Problem –
Would you retype the records below exactly as they appear?

::: Raw data :::

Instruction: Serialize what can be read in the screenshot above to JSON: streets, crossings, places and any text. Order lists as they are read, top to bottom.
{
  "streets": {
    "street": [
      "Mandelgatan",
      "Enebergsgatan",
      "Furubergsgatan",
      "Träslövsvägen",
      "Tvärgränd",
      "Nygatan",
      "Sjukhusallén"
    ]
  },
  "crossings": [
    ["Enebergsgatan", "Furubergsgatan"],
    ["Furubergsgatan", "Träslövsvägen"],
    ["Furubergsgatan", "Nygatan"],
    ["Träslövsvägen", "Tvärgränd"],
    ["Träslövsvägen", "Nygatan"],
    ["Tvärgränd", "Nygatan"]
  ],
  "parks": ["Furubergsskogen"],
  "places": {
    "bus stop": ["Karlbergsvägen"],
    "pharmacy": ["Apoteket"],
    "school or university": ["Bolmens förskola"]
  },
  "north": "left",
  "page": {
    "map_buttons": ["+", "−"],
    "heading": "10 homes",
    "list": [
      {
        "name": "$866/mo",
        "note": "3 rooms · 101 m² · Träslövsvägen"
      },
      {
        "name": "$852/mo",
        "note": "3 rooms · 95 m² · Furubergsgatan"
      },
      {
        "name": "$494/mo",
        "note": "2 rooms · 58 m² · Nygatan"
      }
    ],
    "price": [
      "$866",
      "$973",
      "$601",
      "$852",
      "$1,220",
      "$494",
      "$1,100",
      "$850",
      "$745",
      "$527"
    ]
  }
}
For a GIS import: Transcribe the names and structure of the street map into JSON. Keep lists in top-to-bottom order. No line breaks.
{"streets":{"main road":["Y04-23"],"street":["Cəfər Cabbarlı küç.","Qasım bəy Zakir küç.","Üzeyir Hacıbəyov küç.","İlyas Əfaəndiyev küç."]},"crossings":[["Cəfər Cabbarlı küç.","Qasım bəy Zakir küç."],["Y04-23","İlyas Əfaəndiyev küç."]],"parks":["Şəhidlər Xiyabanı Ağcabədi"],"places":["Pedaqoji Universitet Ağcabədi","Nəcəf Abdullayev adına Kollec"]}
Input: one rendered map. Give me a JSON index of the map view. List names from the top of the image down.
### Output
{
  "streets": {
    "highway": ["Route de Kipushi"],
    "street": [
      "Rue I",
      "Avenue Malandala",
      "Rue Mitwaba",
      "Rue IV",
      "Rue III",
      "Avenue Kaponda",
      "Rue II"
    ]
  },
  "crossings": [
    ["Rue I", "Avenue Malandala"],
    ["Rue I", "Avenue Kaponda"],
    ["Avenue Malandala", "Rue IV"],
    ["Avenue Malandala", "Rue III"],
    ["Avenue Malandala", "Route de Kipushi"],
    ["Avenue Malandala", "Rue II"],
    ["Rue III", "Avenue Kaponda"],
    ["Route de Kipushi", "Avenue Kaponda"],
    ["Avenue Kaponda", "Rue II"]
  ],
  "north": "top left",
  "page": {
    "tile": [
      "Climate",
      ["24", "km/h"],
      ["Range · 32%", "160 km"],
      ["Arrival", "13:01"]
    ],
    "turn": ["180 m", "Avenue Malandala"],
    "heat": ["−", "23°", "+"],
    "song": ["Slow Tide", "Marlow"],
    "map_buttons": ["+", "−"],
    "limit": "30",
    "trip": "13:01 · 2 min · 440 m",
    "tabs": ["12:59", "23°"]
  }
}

:::

Exercise answer –
Instruction: Serialize what can be read in the screenshot above to JSON: streets, crossings, places and any text. Order lists as they are read, top to bottom.
{
  "streets": {
    "street": [
      "Mandelgatan",
      "Enebergsgatan",
      "Furubergsgatan",
      "Träslövsvägen",
      "Tvärgränd",
      "Nygatan",
      "Sjukhusallén"
    ]
  },
  "crossings": [
    ["Enebergsgatan", "Furubergsgatan"],
    ["Furubergsgatan", "Träslövsvägen"],
    ["Furubergsgatan", "Nygatan"],
    ["Träslövsvägen", "Tvärgränd"],
    ["Träslövsvägen", "Nygatan"],
    ["Tvärgränd", "Nygatan"]
  ],
  "parks": ["Furubergsskogen"],
  "places": {
    "bus stop": ["Karlbergsvägen"],
    "pharmacy": ["Apoteket"],
    "school or university": ["Bolmens förskola"]
  },
  "north": "left",
  "page": {
    "map_buttons": ["+", "−"],
    "heading": "10 homes",
    "list": [
      {
        "name": "$866/mo",
        "note": "3 rooms · 101 m² · Träslövsvägen"
      },
      {
        "name": "$852/mo",
        "note": "3 rooms · 95 m² · Furubergsgatan"
      },
      {
        "name": "$494/mo",
        "note": "2 rooms · 58 m² · Nygatan"
      }
    ],
    "price": [
      "$866",
      "$973",
      "$601",
      "$852",
      "$1,220",
      "$494",
      "$1,100",
      "$850",
      "$745",
      "$527"
    ]
  }
}
For a GIS import: Transcribe the names and structure of the street map into JSON. Keep lists in top-to-bottom order. No line breaks.
{"streets":{"main road":["Y04-23"],"street":["Cəfər Cabbarlı küç.","Qasım bəy Zakir küç.","Üzeyir Hacıbəyov küç.","İlyas Əfaəndiyev küç."]},"crossings":[["Cəfər Cabbarlı küç.","Qasım bəy Zakir küç."],["Y04-23","İlyas Əfaəndiyev küç."]],"parks":["Şəhidlər Xiyabanı Ağcabədi"],"places":["Pedaqoji Universitet Ağcabədi","Nəcəf Abdullayev adına Kollec"]}
Input: one rendered map. Give me a JSON index of the map view. List names from the top of the image down.
### Output
{
  "streets": {
    "highway": ["Route de Kipushi"],
    "street": [
      "Rue I",
      "Avenue Malandala",
      "Rue Mitwaba",
      "Rue IV",
      "Rue III",
      "Avenue Kaponda",
      "Rue II"
    ]
  },
  "crossings": [
    ["Rue I", "Avenue Malandala"],
    ["Rue I", "Avenue Kaponda"],
    ["Avenue Malandala", "Rue IV"],
    ["Avenue Malandala", "Rue III"],
    ["Avenue Malandala", "Route de Kipushi"],
    ["Avenue Malandala", "Rue II"],
    ["Rue III", "Avenue Kaponda"],
    ["Route de Kipushi", "Avenue Kaponda"],
    ["Avenue Kaponda", "Rue II"]
  ],
  "north": "top left",
  "page": {
    "tile": [
      "Climate",
      ["24", "km/h"],
      ["Range · 32%", "160 km"],
      ["Arrival", "13:01"]
    ],
    "turn": ["180 m", "Avenue Malandala"],
    "heat": ["−", "23°", "+"],
    "song": ["Slow Tide", "Marlow"],
    "map_buttons": ["+", "−"],
    "limit": "30",
    "trip": "13:01 · 2 min · 440 m",
    "tabs": ["12:59", "23°"]
  }
}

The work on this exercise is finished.